Él se puso serio. Era evidente que ahí había dolor. ¿Estaba huyendo de algún desastre amoroso?
—Entonces —concluyó—, no hay problema ninguno. Perfecto.
—Yo no he dado mi conformidad a nada.
—Ya la darás, después de un poco más de discusión. Estaba acortando. Por cierto, has dicho que querías evaluar mis capacidades.
Sorprendida, Paula asintió.
—Verás: la mayor parte de la gente me cree capaz de todo —y, con una sonrisa, tomó uno de los bollos que había sobre la mesa y se lo metió entero en la boca. Luego abrió la puerta con una muleta y alzó la voz:
—Por favor, señora Nuñez, envíeme a la señorita Morales y al señor Sosa a la biblioteca.
Se oyó sonar un timbre y casi al instante se presentó el ama de llaves.
—Ah, señora Nuñez: ¿quiere hacer que vuelvan a trasladar mis cosas? La señorita Chaves cree que debo dormir en la planta baja —se volvió hacia Paula—. ¿Satisfecha?
Pero Paula no iba a dejarse embaucar como la señora Nuñez por el encanto de su sonrisa.

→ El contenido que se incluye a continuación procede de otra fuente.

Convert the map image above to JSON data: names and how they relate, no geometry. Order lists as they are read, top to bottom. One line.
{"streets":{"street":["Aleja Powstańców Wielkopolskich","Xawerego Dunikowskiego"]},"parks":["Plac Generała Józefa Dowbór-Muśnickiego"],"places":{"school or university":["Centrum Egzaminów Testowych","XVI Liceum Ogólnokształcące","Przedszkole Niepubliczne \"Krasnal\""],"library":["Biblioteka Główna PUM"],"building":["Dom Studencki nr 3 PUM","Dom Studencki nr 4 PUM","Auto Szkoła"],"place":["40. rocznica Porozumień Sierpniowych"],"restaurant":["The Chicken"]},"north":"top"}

El recuerdo de cómo la había obligado a arrodillarse junto a él volvía una y otra vez a su mente.
Habló con desaprobación.
—Deberías descansar, no recibir visitas.
—Se trata de negocios, no de una cuestión social.
—¡Eso es aún peor! —exclamó, consternada—. Debes tomarte las cosas con calma. Pedro suspiró teatralmente.
—Paula, tienes que aprender a controlar tus impulsos maternales.
—Te aseguro que no siento ningún impulso maternal hacia tí.
La más perversa de las sonrisas de Pedro destelló.
—Me parecía que no, pero es muy agradable que lo confirmes.
Se marchó, dejando a Paula con los músculos del cuello agarrotados, los nervios destrozados y la cabeza llena de nostalgia por la rutina del hospital y pacientes a los que aún no les hubiera salido bigote.
Mas tarde, estaba Paula leyendo en su habitación, o tratando al menos de leer, cuando llamaron a la puerta. Era el ama de llaves, que la saludó con una sonrisa.